When the unification is allowable, processing moves to Step S108 by
"Yes" branching, and when the unification is not allowable,
processing moves to Step S110 by "No" branching.
[0044] Specifically, whether or not the unification is allowable is
judged in the following manner. From the speech rule outputted by
the speech-rule determination processor 114, the recognition-result
unification processor 110 confirms that the command of "E-mail" is
present in the character string. Then, the recognition-result
unification processor searches the position corresponding to
"E-mail" in the text of the server's speech recognition result and
judges, when "E-mail" is not included in the text, that the
unification is not allowable.
[0045] For example, when "E-mail" is inputted as a speech
recognition result by the speech recognizer 107 and "meiru" ["feel
down"] is inputted as a server's speech recognition result, the
text of the server's speech recognition result is not matched to
the speech rule inputted from the speech-rule determination
processor 114 because "E-mail" is not included in the text. Thus,
the recognition-result unification processor 110 judges that the
unification is not allowable.
[0046] When determined that the unification is not allowable, the
recognition-result unification processor 110 deems that it could
not obtain any recognition result from the server. Thus, the
recognition-result unification processor transmits the speech
recognition result inputted from the speech recognizer 107 and
information that it could not obtain the information from the
server, to the state determination processor 111. For example,
"E-mail" as a speech recognition result inputted from the speech
recognizer 107, "Client's Speech Recognition Result: Present", and
"Server's Speech Recognition Result: Absent", are transmitted to
the state determination processor 111.
[0047] When determined that the unification is allowable, the
recognition-result unification processor 110 specifies the position
of the command in the next Step S108, as processing before the
unification of the first speech recognition result by the speech
recognition server 101 inputted from the receiver 109 and the
second speech recognition result inputted from the speech
recognizer 107. First, on the basis of the speech rule outputted by
the speech-rule determination processor 114, the recognition-result
unification processor confirms that the command of "E-mail" is
present in the character string and then, searches "E-mail" in the
text of the server's speech recognition result to thereby specify
the position of "E-mail". Then, based on "Proper Noun+Command+Free
Text" as the speech rule, the recognition-result unification
processor determines that a character string after the position of
the command "E-mail" is a free text.
[0048] Then, in Step S109, the recognition-result unification
processor 110 unifies the server's speech recognition result and
the client's speech recognition result. First, for the speech rule,
the recognition-result unification processor 110 adopts the proper
noun and the command from the client's speech recognition result,
and adopts the free text from the server's speech recognition
result. Then, the processor applies the proper noun, the command
and the free text to the respective speech elements in the speech
rule. Here, the above processing is referred to as unification.

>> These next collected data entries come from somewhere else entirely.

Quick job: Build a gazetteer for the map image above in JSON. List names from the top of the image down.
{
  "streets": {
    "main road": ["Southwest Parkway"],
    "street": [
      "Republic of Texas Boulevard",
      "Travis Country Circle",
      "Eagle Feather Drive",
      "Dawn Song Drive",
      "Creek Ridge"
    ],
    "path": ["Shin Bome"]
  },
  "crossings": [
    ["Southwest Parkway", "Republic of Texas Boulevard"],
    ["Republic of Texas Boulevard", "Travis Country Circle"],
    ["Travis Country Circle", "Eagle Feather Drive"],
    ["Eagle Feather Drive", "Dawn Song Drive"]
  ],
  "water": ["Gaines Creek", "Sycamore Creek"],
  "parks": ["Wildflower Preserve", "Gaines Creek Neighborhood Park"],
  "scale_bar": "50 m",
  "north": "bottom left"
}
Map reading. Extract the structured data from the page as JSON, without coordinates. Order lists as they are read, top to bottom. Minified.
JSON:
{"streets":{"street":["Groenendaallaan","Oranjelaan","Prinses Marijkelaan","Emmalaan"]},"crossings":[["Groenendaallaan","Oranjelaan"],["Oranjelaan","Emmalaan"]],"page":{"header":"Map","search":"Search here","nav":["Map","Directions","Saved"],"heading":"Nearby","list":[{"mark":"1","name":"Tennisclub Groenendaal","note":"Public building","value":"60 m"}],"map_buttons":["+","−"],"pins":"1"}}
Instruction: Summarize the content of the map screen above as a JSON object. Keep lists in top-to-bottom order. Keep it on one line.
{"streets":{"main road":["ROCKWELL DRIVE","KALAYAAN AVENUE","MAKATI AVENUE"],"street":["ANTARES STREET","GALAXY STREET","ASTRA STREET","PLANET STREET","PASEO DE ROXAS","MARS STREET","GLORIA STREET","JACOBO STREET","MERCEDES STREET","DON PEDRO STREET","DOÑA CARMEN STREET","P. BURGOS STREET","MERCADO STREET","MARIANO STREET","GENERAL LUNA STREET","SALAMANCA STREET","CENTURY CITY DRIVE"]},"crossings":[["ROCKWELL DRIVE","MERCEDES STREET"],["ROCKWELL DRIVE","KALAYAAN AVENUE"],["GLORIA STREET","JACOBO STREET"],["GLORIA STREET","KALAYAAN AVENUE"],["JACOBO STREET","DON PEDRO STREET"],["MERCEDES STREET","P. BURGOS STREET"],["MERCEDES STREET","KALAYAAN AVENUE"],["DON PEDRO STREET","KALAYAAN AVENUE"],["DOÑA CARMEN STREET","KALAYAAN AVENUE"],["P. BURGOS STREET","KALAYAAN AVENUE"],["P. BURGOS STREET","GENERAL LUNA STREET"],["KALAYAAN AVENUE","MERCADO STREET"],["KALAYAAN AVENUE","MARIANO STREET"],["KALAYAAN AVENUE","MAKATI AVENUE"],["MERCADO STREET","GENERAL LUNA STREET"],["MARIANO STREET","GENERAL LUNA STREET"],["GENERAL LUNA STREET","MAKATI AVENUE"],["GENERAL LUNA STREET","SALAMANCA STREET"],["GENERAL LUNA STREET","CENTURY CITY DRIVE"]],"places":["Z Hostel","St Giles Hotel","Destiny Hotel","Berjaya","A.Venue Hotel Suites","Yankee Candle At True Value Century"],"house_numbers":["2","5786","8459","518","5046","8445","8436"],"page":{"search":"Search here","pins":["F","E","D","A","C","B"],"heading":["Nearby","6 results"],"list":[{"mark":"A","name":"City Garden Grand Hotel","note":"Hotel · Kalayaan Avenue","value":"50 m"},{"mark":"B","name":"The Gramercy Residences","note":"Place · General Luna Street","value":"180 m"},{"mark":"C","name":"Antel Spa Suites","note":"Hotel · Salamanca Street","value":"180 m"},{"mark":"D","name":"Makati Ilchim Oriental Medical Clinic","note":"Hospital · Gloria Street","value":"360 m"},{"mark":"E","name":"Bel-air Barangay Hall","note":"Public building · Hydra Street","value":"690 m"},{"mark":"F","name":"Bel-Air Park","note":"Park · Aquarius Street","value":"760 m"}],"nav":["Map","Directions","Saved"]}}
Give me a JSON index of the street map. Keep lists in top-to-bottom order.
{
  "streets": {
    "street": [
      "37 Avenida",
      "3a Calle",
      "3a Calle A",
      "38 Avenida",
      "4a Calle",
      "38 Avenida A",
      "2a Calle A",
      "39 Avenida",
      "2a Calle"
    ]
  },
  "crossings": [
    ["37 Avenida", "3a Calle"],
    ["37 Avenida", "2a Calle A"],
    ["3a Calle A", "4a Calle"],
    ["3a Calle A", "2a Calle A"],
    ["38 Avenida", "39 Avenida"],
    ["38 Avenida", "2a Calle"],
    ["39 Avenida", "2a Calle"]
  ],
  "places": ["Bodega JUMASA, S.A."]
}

[0049] FIG. 5 is an illustration diagram illustrating the
unification of the server's speech recognition result and the
client's speech recognition result.
[0050] When the client's speech recognition result is "Kenji san ni
meeru" ["E-mail Mr. Kenji"] and the server's speech recognition
result is "Kenji san ni meiru, ima kara kaeru" ["E-mail the public
prosecutor, I am going back from now"], the recognition-result
unification processor 110 adopts from the client's speech
recognition result, "Kenji" as the proper noun and "E-mail" as the
command, and adopts "ima kara kaeru" ["I am going back from now"]
as the free text from the server's speech recognition result. Then,
the processor applies the thus-adopted character strings to the
speech elements in the speech rule of Proper Noun, Command and Free
Text, to thereby obtain a unified result of "E-mail Mr. Kenji, I am
going back from now".
[0051] Then, the recognition-result unification processor 110
outputs the unified result and information that both recognized
results of the client and the server are obtained, to state
determination processor 111. For example, the unified result
"E-mail Mr. Kenji, I am going back from now", "Client's Speech
Recognition Result: Present", and "Server's Speech Recognition
Result: Present", are transmitted to the state determination
processor 111.
[0052] Then, in Step S110, the state determination processor 111
judges whether a speech recognition state can be determined, on the
basis of the presence/absence of the client's speech recognition
result and the presence/absence of the server's speech recognition
result that are outputted by the recognition-result unification
processor 110, and the speech rule.
[0053] FIG. 6 is a diagram showing correspondence relationships
among the speech recognition state, the presence/absence of the
server's speech recognition result, the presence/absence of the
client's speech recognition result and the speech rule.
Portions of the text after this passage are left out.